• [DATA SUPPLIED]
※ ※ ※
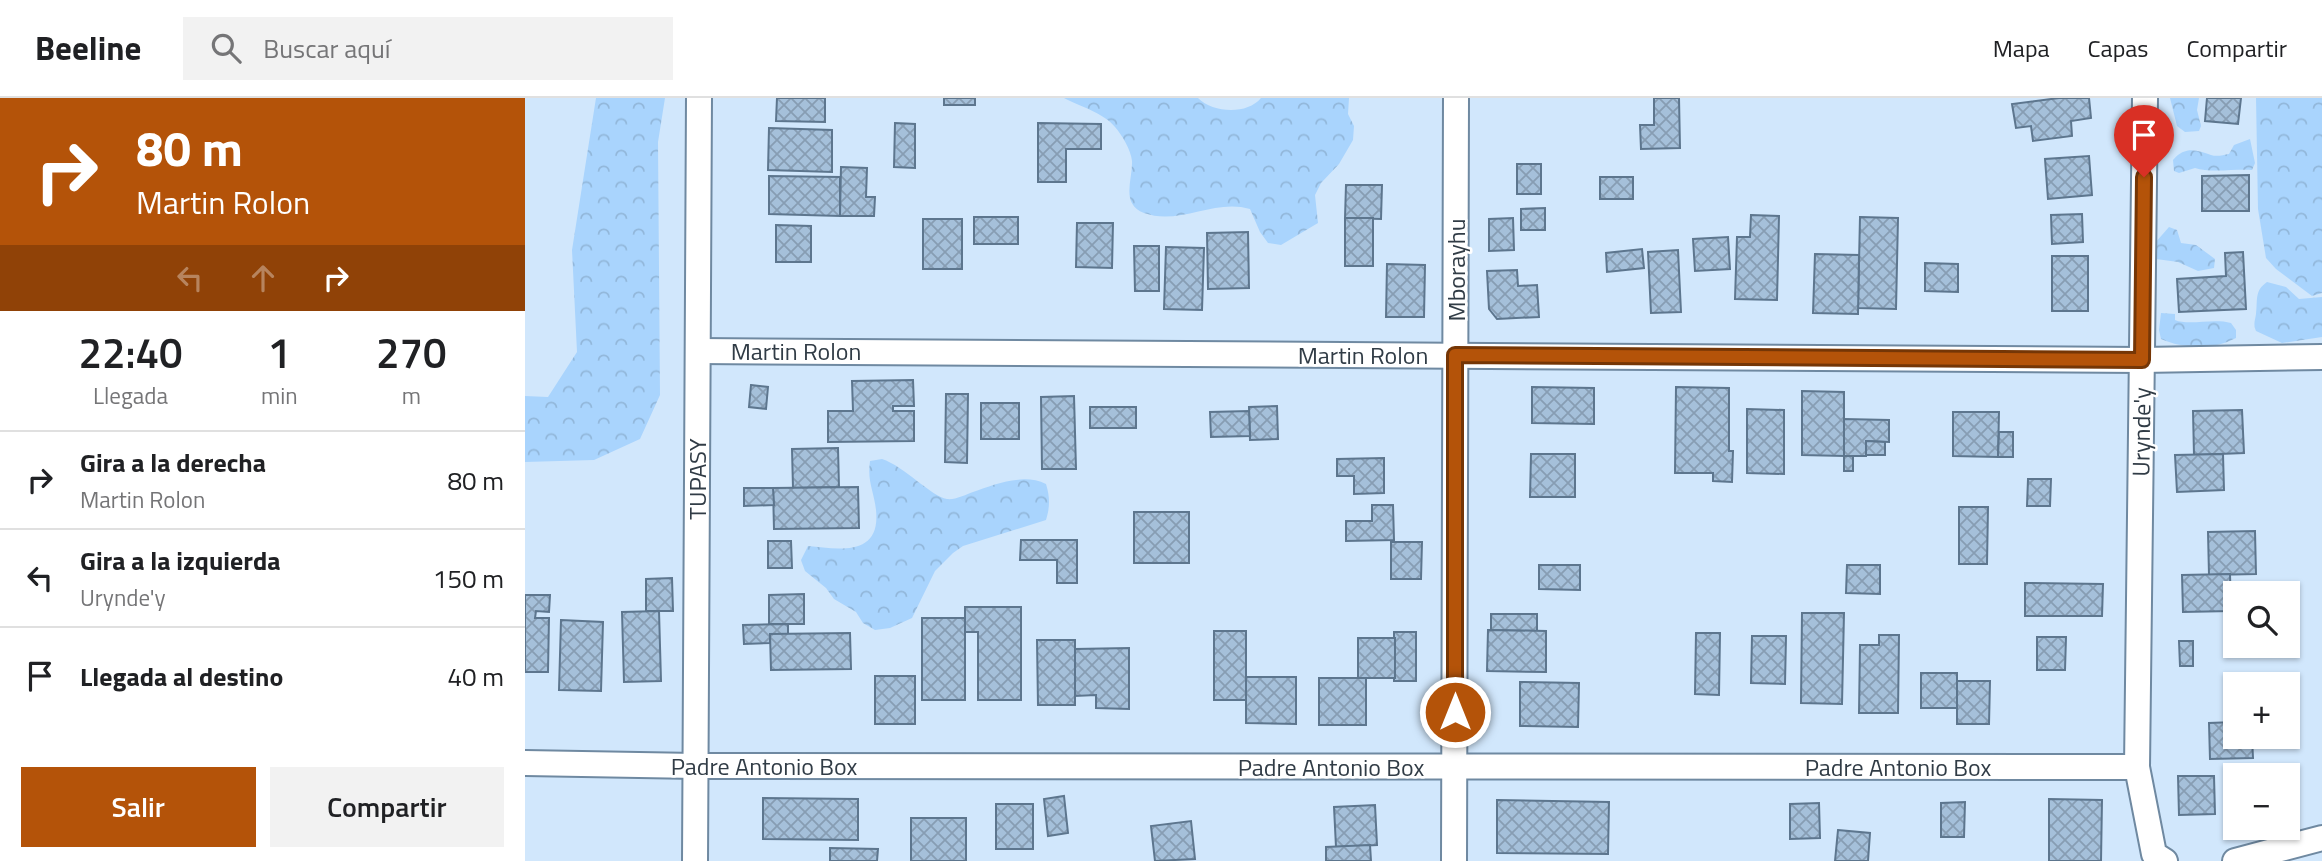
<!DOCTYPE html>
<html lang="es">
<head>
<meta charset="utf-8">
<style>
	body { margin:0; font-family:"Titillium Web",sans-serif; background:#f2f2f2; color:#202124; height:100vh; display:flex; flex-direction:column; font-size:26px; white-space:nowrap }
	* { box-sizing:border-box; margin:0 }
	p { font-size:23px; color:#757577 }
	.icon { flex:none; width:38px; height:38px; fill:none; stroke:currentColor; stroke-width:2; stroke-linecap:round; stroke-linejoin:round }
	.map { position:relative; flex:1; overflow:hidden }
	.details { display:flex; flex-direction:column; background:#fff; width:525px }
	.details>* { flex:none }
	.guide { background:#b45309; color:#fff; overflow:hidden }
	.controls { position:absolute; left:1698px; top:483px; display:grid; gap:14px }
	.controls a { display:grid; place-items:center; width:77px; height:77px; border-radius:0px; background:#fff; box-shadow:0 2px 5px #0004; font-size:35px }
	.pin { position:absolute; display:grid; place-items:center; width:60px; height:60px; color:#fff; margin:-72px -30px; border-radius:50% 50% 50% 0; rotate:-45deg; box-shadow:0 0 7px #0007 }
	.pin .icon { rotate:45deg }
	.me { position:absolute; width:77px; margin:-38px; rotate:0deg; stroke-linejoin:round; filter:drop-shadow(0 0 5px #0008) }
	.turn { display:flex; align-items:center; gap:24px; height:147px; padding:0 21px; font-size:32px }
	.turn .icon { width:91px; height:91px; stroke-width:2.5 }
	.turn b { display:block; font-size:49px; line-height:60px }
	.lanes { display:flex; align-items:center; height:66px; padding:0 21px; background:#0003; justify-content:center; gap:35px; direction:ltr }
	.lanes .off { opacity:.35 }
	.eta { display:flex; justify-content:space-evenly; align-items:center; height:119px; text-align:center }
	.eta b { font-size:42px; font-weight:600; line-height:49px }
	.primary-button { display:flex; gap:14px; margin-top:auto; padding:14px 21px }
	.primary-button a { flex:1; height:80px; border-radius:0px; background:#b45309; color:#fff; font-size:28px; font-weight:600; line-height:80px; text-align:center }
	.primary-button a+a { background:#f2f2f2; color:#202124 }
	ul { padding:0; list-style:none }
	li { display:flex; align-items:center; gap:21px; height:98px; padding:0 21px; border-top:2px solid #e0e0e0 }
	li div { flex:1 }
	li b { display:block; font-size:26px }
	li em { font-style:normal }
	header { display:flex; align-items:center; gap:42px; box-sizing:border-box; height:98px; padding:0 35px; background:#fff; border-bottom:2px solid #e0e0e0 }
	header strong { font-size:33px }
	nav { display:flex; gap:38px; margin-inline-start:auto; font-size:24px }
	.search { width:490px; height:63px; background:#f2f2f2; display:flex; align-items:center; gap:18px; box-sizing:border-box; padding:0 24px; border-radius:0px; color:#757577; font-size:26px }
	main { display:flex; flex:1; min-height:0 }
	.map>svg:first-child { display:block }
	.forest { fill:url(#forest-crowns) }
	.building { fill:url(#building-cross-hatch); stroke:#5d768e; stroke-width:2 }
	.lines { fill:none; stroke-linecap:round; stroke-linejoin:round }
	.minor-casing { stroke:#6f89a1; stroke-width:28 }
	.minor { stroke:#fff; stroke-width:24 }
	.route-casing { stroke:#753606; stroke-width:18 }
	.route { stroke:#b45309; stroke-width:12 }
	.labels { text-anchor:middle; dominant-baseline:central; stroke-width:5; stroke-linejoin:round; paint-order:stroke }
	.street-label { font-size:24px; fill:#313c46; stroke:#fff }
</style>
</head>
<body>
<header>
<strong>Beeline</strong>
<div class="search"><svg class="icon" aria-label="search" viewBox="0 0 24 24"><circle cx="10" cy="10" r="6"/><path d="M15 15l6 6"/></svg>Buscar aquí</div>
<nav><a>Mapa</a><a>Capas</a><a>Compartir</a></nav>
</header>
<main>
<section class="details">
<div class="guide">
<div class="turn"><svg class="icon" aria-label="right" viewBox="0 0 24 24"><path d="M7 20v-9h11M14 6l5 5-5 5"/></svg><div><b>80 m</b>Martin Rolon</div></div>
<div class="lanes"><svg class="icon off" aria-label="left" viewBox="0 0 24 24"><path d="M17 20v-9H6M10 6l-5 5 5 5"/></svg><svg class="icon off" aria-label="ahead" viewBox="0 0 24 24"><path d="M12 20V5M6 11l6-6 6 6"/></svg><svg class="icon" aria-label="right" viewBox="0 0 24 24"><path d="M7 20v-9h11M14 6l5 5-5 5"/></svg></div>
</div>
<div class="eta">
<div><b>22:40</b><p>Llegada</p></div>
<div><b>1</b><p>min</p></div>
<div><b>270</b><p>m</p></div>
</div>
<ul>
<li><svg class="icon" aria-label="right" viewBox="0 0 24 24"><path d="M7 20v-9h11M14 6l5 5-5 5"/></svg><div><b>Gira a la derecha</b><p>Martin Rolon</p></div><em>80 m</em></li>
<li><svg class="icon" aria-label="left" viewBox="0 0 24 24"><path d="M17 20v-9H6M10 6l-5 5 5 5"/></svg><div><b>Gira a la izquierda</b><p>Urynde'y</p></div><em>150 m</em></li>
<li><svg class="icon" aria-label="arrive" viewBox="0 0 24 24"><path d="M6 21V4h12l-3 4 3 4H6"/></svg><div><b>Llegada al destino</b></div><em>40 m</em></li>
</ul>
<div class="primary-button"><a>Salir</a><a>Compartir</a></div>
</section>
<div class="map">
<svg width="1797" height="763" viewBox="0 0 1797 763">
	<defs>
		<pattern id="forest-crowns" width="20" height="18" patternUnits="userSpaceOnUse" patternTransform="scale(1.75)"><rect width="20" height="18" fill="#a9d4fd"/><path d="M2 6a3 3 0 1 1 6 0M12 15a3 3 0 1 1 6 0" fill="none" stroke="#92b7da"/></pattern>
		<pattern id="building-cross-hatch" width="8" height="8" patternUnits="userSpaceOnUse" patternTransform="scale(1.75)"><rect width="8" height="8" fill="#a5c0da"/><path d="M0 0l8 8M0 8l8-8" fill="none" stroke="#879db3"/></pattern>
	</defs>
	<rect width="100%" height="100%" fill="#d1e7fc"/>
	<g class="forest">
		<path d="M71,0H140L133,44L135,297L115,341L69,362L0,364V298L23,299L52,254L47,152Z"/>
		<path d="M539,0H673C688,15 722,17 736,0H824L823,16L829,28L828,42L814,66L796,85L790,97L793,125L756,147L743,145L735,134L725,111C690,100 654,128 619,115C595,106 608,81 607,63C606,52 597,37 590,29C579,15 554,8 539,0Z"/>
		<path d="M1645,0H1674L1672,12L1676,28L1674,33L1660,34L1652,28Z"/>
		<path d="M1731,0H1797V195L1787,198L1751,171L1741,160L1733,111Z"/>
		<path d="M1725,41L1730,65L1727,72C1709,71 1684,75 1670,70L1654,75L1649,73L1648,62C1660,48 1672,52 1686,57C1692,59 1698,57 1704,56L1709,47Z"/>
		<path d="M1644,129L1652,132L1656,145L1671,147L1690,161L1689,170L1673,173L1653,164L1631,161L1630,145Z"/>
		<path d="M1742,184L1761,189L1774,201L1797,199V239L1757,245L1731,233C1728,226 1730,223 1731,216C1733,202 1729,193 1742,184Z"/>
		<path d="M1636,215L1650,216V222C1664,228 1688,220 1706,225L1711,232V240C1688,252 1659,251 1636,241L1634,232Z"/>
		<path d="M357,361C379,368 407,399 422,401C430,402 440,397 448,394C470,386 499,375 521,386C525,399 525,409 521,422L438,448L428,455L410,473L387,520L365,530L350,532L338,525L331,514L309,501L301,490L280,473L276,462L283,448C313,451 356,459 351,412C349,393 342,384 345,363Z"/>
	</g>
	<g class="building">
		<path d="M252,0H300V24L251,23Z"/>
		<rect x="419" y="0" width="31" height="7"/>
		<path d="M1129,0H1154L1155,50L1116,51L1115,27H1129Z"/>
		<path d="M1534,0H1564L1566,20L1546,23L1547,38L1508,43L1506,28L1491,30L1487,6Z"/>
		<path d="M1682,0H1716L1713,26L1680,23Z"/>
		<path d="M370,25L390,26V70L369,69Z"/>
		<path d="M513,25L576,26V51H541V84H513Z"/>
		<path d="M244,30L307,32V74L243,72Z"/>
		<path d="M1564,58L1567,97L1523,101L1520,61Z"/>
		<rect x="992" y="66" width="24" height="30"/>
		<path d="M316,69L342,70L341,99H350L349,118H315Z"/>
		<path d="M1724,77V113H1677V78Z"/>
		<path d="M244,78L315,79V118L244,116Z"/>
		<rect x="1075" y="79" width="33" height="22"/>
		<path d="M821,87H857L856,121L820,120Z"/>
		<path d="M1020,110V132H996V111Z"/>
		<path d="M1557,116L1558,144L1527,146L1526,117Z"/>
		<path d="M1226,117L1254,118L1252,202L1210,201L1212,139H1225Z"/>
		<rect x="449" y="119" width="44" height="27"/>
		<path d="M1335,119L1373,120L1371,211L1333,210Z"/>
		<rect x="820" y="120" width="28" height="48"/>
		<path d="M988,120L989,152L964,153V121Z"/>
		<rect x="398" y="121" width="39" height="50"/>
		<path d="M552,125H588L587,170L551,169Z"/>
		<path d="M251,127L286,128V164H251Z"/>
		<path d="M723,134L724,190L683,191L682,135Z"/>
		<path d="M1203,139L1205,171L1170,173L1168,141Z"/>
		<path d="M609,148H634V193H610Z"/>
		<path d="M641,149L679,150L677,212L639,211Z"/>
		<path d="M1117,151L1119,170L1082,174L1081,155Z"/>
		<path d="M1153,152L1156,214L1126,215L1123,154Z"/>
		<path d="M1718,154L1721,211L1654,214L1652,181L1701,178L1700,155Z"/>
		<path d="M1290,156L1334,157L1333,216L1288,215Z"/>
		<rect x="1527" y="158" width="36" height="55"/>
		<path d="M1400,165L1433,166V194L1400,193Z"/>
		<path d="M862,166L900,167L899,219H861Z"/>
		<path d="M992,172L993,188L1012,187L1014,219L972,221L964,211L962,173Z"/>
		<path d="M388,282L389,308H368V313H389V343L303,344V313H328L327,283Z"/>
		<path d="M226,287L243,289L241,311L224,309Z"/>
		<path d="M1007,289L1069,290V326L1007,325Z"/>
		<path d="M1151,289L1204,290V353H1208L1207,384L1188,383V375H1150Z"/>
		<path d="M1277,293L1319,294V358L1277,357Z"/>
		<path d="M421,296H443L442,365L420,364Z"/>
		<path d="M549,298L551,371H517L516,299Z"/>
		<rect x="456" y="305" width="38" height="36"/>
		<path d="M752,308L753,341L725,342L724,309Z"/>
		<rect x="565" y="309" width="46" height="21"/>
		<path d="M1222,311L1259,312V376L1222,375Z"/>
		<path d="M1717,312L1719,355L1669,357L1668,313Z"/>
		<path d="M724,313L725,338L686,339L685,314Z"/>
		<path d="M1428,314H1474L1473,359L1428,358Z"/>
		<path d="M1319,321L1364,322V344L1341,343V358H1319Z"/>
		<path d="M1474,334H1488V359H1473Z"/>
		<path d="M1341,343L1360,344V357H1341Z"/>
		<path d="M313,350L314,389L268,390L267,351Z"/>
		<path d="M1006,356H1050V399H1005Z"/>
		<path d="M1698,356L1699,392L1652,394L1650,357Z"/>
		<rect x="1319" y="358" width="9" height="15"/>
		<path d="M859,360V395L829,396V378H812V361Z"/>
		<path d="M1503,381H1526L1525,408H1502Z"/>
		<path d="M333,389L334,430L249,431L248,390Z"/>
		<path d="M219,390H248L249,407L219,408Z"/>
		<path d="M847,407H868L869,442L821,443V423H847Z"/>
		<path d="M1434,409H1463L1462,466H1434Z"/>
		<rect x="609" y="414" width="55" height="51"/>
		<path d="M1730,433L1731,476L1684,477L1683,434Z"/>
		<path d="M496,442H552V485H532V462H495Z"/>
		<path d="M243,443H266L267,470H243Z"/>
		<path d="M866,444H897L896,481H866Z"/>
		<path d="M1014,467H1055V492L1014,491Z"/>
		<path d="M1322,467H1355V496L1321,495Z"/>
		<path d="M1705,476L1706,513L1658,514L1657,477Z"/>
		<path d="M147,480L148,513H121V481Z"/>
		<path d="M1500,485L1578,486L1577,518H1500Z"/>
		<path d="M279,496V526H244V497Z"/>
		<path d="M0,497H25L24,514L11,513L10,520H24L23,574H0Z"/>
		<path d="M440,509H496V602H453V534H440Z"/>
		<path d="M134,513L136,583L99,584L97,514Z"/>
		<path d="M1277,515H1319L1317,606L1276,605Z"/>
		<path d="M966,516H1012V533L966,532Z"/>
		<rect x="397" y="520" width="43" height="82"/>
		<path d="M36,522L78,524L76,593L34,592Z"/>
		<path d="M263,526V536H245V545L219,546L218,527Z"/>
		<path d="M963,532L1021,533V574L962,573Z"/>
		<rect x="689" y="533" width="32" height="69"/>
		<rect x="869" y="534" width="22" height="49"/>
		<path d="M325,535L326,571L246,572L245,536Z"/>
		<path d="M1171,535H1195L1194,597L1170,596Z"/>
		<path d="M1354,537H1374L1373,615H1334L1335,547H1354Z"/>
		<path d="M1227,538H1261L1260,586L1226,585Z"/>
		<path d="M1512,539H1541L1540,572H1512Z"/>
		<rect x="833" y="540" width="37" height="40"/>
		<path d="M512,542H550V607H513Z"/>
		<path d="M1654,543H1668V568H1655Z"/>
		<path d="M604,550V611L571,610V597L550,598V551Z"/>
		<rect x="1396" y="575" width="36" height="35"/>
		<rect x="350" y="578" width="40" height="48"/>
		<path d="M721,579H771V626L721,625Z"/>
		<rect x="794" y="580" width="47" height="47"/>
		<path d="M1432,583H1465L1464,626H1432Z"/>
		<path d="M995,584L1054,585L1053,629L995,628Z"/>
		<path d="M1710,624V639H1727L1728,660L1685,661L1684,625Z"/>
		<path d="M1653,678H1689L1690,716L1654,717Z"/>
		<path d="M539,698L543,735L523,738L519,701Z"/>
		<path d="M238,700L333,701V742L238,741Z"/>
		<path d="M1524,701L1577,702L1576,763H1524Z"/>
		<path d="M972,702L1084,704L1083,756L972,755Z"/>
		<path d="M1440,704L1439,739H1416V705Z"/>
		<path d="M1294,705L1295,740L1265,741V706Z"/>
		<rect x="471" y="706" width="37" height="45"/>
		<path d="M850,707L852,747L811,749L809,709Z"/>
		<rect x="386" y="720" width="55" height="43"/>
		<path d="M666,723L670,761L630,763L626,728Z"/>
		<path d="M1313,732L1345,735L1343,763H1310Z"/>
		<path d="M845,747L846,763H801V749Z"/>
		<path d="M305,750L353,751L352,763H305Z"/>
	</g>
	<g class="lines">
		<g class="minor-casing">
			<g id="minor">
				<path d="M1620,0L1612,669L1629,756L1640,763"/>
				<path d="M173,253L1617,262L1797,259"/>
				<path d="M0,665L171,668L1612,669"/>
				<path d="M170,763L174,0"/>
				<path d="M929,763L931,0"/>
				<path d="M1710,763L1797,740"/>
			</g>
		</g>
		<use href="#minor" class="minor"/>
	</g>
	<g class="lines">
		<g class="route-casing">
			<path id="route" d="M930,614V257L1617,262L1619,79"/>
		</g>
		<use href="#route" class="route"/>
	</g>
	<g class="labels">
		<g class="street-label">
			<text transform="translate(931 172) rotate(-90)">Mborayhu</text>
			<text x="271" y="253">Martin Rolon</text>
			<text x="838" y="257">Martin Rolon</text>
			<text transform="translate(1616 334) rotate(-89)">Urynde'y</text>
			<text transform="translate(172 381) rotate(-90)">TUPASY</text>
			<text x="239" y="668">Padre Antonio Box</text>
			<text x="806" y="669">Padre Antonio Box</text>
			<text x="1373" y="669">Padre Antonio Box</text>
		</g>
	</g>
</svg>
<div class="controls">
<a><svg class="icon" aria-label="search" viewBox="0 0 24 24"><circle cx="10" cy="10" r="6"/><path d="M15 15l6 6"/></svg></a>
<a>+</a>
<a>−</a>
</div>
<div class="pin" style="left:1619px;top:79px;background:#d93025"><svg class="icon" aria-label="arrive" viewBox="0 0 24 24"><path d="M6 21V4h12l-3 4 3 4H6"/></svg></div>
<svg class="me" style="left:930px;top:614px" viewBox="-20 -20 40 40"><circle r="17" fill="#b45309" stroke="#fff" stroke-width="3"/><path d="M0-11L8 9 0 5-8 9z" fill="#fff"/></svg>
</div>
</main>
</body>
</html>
※ ※ ※
• [EXERCISE]
Bring together all lines of the entries above in which the string "overflow" occurs.

• [RESPONSE]
	.map { position:relative; flex:1; overflow:hidden }
	.guide { background:#b45309; color:#fff; overflow:hidden }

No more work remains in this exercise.